**Requirement**
Starting at the top of the records below and ending with the line that contains "const path = new Path2D();", print each line exactly as written, skipping the pictures.

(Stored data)
* * *
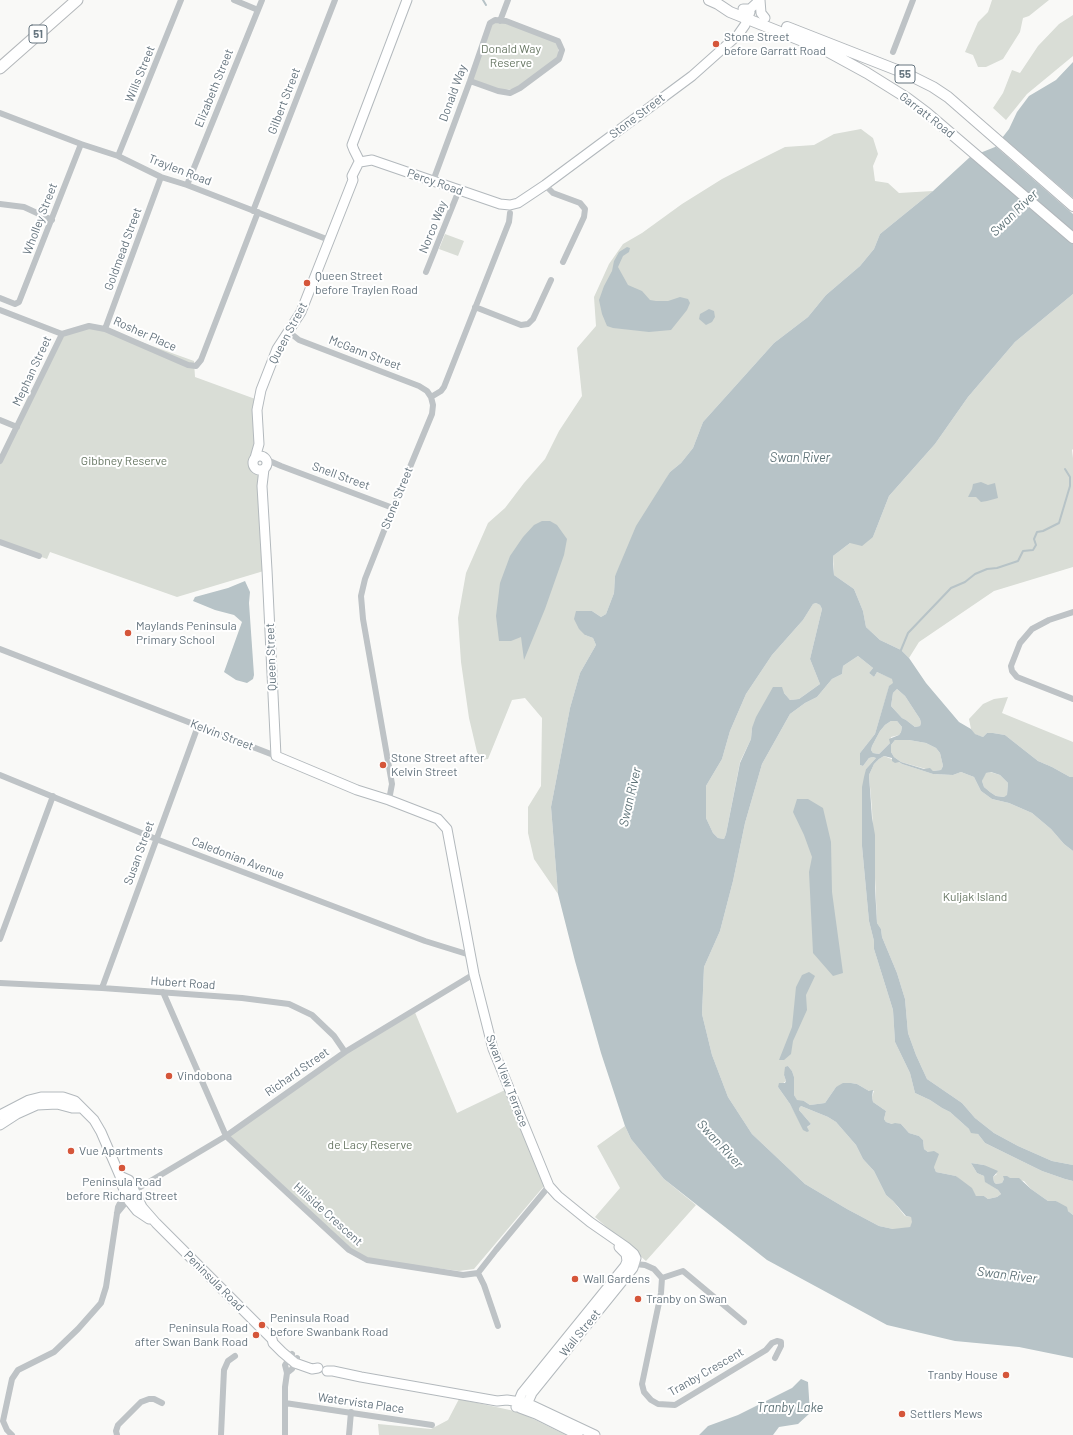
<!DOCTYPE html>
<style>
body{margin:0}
canvas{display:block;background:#f9f9f7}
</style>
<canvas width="1073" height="1435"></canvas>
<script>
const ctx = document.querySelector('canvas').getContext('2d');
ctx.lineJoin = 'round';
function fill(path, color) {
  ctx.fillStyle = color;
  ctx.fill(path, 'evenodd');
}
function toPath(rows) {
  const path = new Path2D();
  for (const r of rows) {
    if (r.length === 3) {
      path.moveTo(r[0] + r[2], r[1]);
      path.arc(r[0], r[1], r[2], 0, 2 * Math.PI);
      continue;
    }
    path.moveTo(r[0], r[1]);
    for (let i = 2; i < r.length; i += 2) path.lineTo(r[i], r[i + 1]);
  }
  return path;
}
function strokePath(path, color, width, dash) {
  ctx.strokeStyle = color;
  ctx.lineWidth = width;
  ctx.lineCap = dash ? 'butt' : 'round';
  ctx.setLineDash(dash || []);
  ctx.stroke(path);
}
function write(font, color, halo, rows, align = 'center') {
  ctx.font = font + ' Barlow,sans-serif';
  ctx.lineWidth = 4;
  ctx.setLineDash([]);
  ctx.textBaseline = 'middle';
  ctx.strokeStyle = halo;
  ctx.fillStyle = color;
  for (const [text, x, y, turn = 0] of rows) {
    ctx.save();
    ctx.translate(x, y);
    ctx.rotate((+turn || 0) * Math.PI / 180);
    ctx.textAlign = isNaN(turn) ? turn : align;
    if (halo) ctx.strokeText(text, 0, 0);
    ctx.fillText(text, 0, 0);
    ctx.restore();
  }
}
fill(toPath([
 [992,0,1049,0,1029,16,1023,18,1020,32,1003,59,986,67,978,67,973,55,965,52,978,22,988,12],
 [1073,15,1073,56,1027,94,1006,120,993,108,1003,93,1012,70,1020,73,1038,46,1059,24],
 [495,20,558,41,559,59,520,88,498,91,471,83,490,23],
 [861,129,873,138,878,154,873,166,875,181,888,183,899,193,933,191,880,234,874,249,860,266,826,295,808,317,774,343,703,422,693,448,681,463,670,472,615,576,614,593,606,614,601,617,592,611,585,635,593,638,596,645,580,673,570,708,551,807,558,894,534,859,528,833,528,807,541,786,542,718,525,698,512,700,488,759,482,760,477,752,469,718,461,662,458,618,466,573,488,523,505,508,524,483,545,459,559,431,582,396,577,348,596,326,594,297,609,264,623,244,642,233,682,204,722,179,755,162,785,147,814,145,834,134],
 [445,234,464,241,458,256,439,249],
 [1073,294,1073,449,1072,450,1073,458,1073,567,994,591,919,642,909,658,901,650,880,640,866,627,863,611,854,589,834,575,833,556,850,543,873,537,889,496,935,444,968,397,1015,342],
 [89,326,105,329,194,361,195,377,258,400,260,456,249,462,257,470,262,486,267,570,177,597,50,552,47,559,0,542,0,461,62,334],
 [816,603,820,605,822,609,810,659,820,684,799,699,790,700,784,693,752,728,751,739,740,762,726,834,724,839,718,838,713,833,706,818,706,786,722,759,730,731,746,694,772,655,803,620,813,604],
 [858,656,873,668,869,673,874,677,877,672,893,679,893,684,889,687,875,734,860,753,860,765,863,766,869,758,873,757,876,758,866,769,862,846,869,921,874,941,874,949,893,1010,895,1042,910,1073,915,1093,930,1100,942,1108,950,1112,969,1129,978,1134,985,1143,1042,1171,1065,1179,1073,1181,1073,1215,1056,1201,1048,1201,1031,1189,1024,1181,1004,1177,1004,1179,1002,1183,996,1184,994,1182,993,1177,997,1174,984,1165,971,1163,977,1173,984,1176,986,1182,998,1190,1001,1194,997,1197,988,1199,984,1196,976,1196,956,1176,936,1172,928,1152,924,1149,923,1140,919,1136,909,1133,901,1124,892,1124,886,1122,884,1119,886,1111,873,1102,872,1097,874,1091,869,1091,857,1084,851,1083,836,1087,825,1103,810,1105,804,1101,797,1101,794,1095,794,1077,792,1071,788,1066,784,1075,786,1081,778,1087,790,1104,804,1130,811,1124,799,1110,798,1108,801,1106,828,1117,836,1122,856,1145,863,1159,874,1171,886,1195,893,1201,905,1216,911,1217,913,1222,910,1227,902,1229,893,1229,879,1226,847,1209,805,1184,752,1134,728,1097,712,1055,702,1014,704,967,720,931,733,881,745,823,762,764,790,714,805,703,817,697,832,679,842,674,843,666],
 [897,689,905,696,920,719,921,723,920,726,915,727,906,720,902,718,891,706,893,693],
 [1008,697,1002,713,1073,742,1073,777,1070,777,1052,767,1038,761,1005,735,993,733,987,733,983,737,974,734,971,729,969,719,983,704,994,699],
 [891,721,897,721,902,727,901,732,899,735,891,737,890,743,879,754,873,753,871,750,872,746,880,731,885,725],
 [895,740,909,740,926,743,936,748,940,753,943,766,941,770,933,771,901,762,894,757,891,752,891,745],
 [884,756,899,762,902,764,933,774,953,775,961,772,974,777,981,791,992,799,1009,803,1032,813,1051,829,1064,844,1073,851,1073,1165,1052,1161,1018,1146,994,1133,975,1118,962,1103,927,1079,916,1055,908,1033,905,999,897,973,882,937,881,929,877,923,872,809,869,775,874,764,879,759],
 [990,772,1000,775,1008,783,1007,796,1004,797,996,796,990,792,984,787,982,781,985,773],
 [414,1010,457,1113,505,1090,544,1186,474,1269,459,1271,368,1259,358,1255,226,1136,345,1052],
 [625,1126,631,1139,664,1179,696,1205,646,1261,595,1217,620,1188,597,1146],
 [459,1399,519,1412,566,1435,379,1435,378,1424,431,1429,448,1420]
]), '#d9ddd6');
fill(toPath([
 [1073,62,1073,294,1015,342,968,397,935,444,889,496,873,537,862,546,850,543,833,556,833,564,834,575,854,589,863,611,866,627,880,640,901,650,909,658,926,683,959,722,971,729,975,734,983,737,987,733,993,733,1005,735,1038,761,1052,767,1070,777,1073,777,1073,851,1064,844,1051,829,1032,813,1009,803,992,799,981,791,974,777,961,772,953,775,933,774,902,764,899,762,895,763,892,761,892,758,884,756,879,759,874,764,869,775,872,818,875,835,875,888,877,923,881,929,882,937,897,973,905,999,908,1033,916,1055,927,1079,962,1103,975,1118,994,1133,1018,1146,1052,1161,1073,1165,1073,1181,1065,1179,1042,1171,985,1143,978,1134,971,1133,969,1129,950,1112,942,1108,930,1100,915,1093,910,1073,895,1042,893,1010,874,949,874,941,869,921,862,846,862,787,864,777,866,769,876,758,873,757,869,758,863,766,860,765,860,753,875,734,889,686,893,683,892,679,877,672,874,677,869,673,873,668,858,656,843,666,842,674,832,679,817,697,805,703,790,714,762,764,745,823,733,881,720,931,704,967,702,1014,712,1055,728,1097,752,1134,805,1184,847,1209,879,1226,893,1229,910,1227,912,1222,911,1217,906,1216,893,1201,886,1195,874,1171,863,1159,856,1145,836,1122,828,1117,801,1106,799,1108,799,1110,811,1124,807,1127,809,1131,807,1132,803,1130,790,1104,778,1087,779,1083,785,1083,786,1081,784,1075,785,1067,788,1066,792,1071,794,1077,794,1095,797,1100,804,1101,810,1105,825,1103,836,1087,843,1083,851,1083,857,1084,869,1091,873,1090,872,1097,873,1102,886,1111,884,1119,886,1122,892,1124,895,1123,901,1124,909,1133,919,1136,923,1140,924,1149,928,1152,934,1151,939,1154,934,1167,936,1172,956,1176,972,1188,976,1196,984,1196,988,1199,997,1197,1001,1194,998,1190,985,1182,984,1176,977,1173,971,1163,984,1165,998,1171,993,1177,994,1182,996,1184,1002,1183,1004,1179,1003,1176,1007,1176,1010,1178,1019,1178,1031,1189,1048,1201,1056,1201,1067,1207,1068,1211,1073,1215,1073,1358,1019,1347,955,1341,887,1325,767,1260,664,1179,631,1139,625,1126,601,1053,575,961,558,894,551,807,570,708,580,673,596,645,593,638,585,635,579,629,574,619,576,611,592,611,601,617,606,614,614,593,615,576,636,526,670,472,681,463,693,448,703,422,774,343,808,317,826,295,860,266,874,249,880,234,933,191,970,157,995,147,1009,129,1017,112,1029,96,1056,80],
 [816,603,820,605,822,609,810,659,820,684,799,699,790,700,784,693,782,687,773,687,756,717,752,728,751,739,740,763,726,834,724,839,718,838,713,833,706,818,706,786,722,759,730,731,746,694,772,655,803,620,813,604],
 [897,689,905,696,920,719,921,723,920,726,915,727,906,720,902,718,891,706,893,693],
 [891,721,897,721,902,727,901,732,899,735,889,739,890,743,879,754,873,753,871,750,872,746,880,731,885,725],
 [895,740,909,740,926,743,936,748,940,753,943,766,941,770,933,771,930,768,924,769,901,762,894,757,891,752,891,745],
 [991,772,1000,775,1008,783,1007,795,1004,797,996,796,990,792,984,787,982,781,986,773],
 [627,247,630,248,629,252,623,256,618,267,628,285,642,291,650,300,656,301,668,301,680,297,688,299,690,303,687,310,671,330,649,332,613,328,607,326,602,314,599,300,604,286,612,271,614,261,619,252],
 [709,309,714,311,715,317,712,322,706,325,699,319,700,314],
 [981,482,988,485,995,483,998,498,987,501,981,502,976,497,968,497,972,489,973,484],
 [542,521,550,521,557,525,567,539,564,555,545,609,524,660,521,637,511,641,499,641,496,616,500,583,510,556,523,537,534,525],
 [245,581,250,592,249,603,254,675,253,679,247,683,236,680,224,672,242,622,234,615,215,610,193,601,195,597,228,588],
 [797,799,808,799,823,808,831,842,832,892,843,973,833,976,813,953,809,872,812,857,804,835,793,812],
 [809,972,815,976,806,995,807,1010,793,1041,791,1054,784,1060,779,1060,792,1027,796,987,802,975],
 [801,1379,808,1382,810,1413,798,1424,779,1427,773,1435,699,1435,708,1426,738,1415,792,1388]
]), '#b7c3c7');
fill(toPath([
 [1001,136,1073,198,1073,214,994,145]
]), '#f9f9f7');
strokePath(toPath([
 [483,0,486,5],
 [901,650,908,633,951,588,965,582,975,574,987,569,997,568,1018,561,1023,551,1033,550,1036,545,1034,539,1037,532,1043,531,1059,523,1070,486,1070,477,1065,469]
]), '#b7c3c7', 2);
const secondary = toPath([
 [760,0,761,13,765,18],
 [743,9,750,9,760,0],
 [360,162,372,160,500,204,510,205,518,203,545,185,692,76,738,35,745,25,750,12],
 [360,162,354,150,352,145,407,0],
 [260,463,7],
 [255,458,259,444,257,410,261,390,277,349,301,312,353,180,352,176,358,164,360,162],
 [264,469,262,486,267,570,276,756,357,790,389,800,438,819,447,829,474,974,493,1049,549,1186,558,1196,590,1222,626,1247,634,1254,636,1258,633,1268,532,1393,525,1409],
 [0,1115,29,1100,41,1097,63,1097,75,1101,94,1120,101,1132,120,1176,121,1183,129,1201,137,1211,149,1219],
 [0,1125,17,1114,37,1105,57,1104,72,1108,81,1108],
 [120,1176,129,1180,142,1207,156,1223,272,1339,273,1343,282,1352,295,1363,312,1369,318,1368],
 [327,1371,333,1371,361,1377,497,1401,507,1400,527,1403,595,1435],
 [516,1407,522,1393,625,1266,627,1261,626,1254,619,1247],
 [520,1408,536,1414,578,1435]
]);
const primary = toPath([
 [709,0,718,4,730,12,825,50,867,73,907,98,927,113,1073,238],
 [787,27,907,74,933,87,948,97,1073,206]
]);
const highway = toPath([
 [0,68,77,0]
]);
strokePath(secondary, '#b3b9bd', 11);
strokePath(primary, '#b2b7bb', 12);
strokePath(highway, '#b4b8bb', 13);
strokePath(toPath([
 [234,0,258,10],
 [500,21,508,0],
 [893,52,913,0],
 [0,113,81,144,118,156,161,177,187,185,329,240],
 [118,156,181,0],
 [433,181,470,81,490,23,495,20,506,21,558,41,562,50,559,59,520,88,510,93,498,91,470,81],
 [187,185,262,0],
 [545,185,553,193,580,203,585,209,584,217,563,262],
 [0,204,24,207,52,220],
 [253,211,335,0],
 [426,272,459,190],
 [0,298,15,304,19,302,81,144],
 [475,307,521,325,528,324,533,319,551,280],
 [0,310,62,334],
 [105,329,161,177],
 [289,332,299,340,419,386,427,391,431,397,433,405,432,414,393,508,365,579,361,596,363,619,392,784,389,800],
 [62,334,89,326,105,329,188,365,196,366,201,360,258,212],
 [431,397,441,391,444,387,509,222,510,213],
 [0,420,17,427],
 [265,459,281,466,393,508],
 [0,461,62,334],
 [0,542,39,556],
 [1073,612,1049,620,1032,629,1020,643,1011,666,1012,671,1017,677,1073,699],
 [0,649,276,756],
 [0,775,156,839,425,941,470,955],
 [0,939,53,796],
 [0,983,102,988,242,998,289,1004,312,1015,334,1036,345,1052],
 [102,988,198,726],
 [163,992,226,1136,349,1250,367,1260,463,1275,478,1273,496,1250,549,1186],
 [117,1213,130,1197],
 [635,1264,645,1265,654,1269,662,1278],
 [478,1273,484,1285,498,1326],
 [662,1278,661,1293,642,1384,644,1392,651,1400,658,1404,675,1405,766,1350,772,1343,777,1341,781,1342,781,1346,775,1358],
 [662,1278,683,1271,744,1322],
 [287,1373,292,1369,297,1358],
 [285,1403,432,1425],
 [12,1435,7,1430,3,1421,12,1379,18,1370,54,1352,78,1329,101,1303,106,1287,118,1207,125,1193,137,1189,226,1136,345,1052,474,974],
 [117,1435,116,1431,118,1425,141,1402,149,1399,154,1399,162,1403],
 [221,1435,224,1370,228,1361,235,1356],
 [285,1435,285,1387,287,1373,285,1365,292,1354],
 [349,1435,351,1412]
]), '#bec3c6', 6);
strokePath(secondary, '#fff', 9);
strokePath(primary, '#fff', 10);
strokePath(highway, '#fff', 11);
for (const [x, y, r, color] of [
 [716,44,4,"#d5563a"],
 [307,283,4,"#d5563a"],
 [128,633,4,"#d5563a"],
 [383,765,4,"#d5563a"],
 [169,1076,4,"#d5563a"],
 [71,1151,4,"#d5563a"],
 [122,1168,4,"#d5563a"],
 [575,1279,4,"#d5563a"],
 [638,1299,4,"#d5563a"],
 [262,1325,4,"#d5563a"],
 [256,1335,4,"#d5563a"],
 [1006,1375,4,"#d5563a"],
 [902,1414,4,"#d5563a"]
]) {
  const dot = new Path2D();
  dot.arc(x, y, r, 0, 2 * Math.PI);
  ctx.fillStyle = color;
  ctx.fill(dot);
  strokePath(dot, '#fff', 1.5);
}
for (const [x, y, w] of [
 [38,34,18],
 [905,74,20]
]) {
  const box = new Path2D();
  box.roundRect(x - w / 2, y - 9, w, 18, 3);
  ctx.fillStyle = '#fff';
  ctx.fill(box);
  strokePath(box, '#66757f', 1);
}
write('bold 11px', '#66757f', null, [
 ["51",38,34],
 ["55",905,74]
]);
write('12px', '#66757f', '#fff', [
 ["Stone Street",724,37],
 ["before Garratt Road",724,51],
 ["Queen Street",315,276],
 ["before Traylen Road",315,290],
 ["Maylands Peninsula",136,626],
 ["Primary School",136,640],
 ["Stone Street after",391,758],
 ["Kelvin Street",391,772],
 ["Vindobona",177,1076],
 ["Vue Apartments",79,1151],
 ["Peninsula Road",122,1182,"center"],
 ["before Richard Street",122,1196,"center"],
 ["Wall Gardens",583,1279],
 ["Tranby on Swan",646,1299],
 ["Peninsula Road",270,1318],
 ["before Swanbank Road",270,1332],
 ["Peninsula Road",248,1328,"right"],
 ["after Swan Bank Road",248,1342,"right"],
 ["Tranby House",998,1375,"right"],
 ["Settlers Mews",910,1414]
], 'left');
write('12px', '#697865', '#fff', [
 ["Donald Way",511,49],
 ["Reserve",511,63],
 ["Gibbney Reserve",124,461],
 ["Kuljak Island",975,897],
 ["de Lacy Reserve",370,1145]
]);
write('12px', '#66757f', '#fff', [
 ["Wills Street",140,74,-68],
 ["Elizabeth Street",214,88,-68],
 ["Donald Way",453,93,-70],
 ["Gilbert Street",284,101,-69],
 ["Garratt Road",927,115,38],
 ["Stone Street",637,116,-37],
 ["Traylen Road",180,170,21],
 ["Percy Road",435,182,19],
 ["Wholley Street",40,219,-69],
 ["Norco Way",433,227,-68],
 ["Goldmead Street",123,249,-70],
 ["Queen Street",288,333,-62],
 ["Rosher Place",145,334,24],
 ["McGann Street",365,353,21],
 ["Mephan Street",32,371,-65],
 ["Snell Street",341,476,20],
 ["Stone Street",397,498,-68],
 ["Queen Street",271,657,-92],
 ["Kelvin Street",222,735,21],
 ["Susan Street",139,853,-70],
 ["Caledonian Avenue",238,858,21],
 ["Hubert Road",183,983,4],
 ["Richard Street",297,1072,-35],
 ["Swan View Terrace",507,1081,69],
 ["Hillside Crescent",328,1214,42],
 ["Peninsula Road",214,1281,45],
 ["Wall Street",580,1333,-51],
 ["Tranby Crescent",706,1372,-30],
 ["Watervista Place",361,1403,8]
]);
write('italic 13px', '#607479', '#fff', [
 ["Swan River",1014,213,-44],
 ["Swan River",800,458],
 ["Swan River",630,797,-77],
 ["Swan River",720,1144,47],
 ["Swan River",1007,1275,7],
 ["Tranby Lake",790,1408]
]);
</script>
* * *
**Task answer**
<!DOCTYPE html>
<style>
body{margin:0}
canvas{display:block;background:#f9f9f7}
</style>
<canvas width="1073" height="1435"></canvas>
<script>
const ctx = document.querySelector('canvas').getContext('2d');
ctx.lineJoin = 'round';
function fill(path, color) {
  ctx.fillStyle = color;
  ctx.fill(path, 'evenodd');
}
function toPath(rows) {
  const path = new Path2D();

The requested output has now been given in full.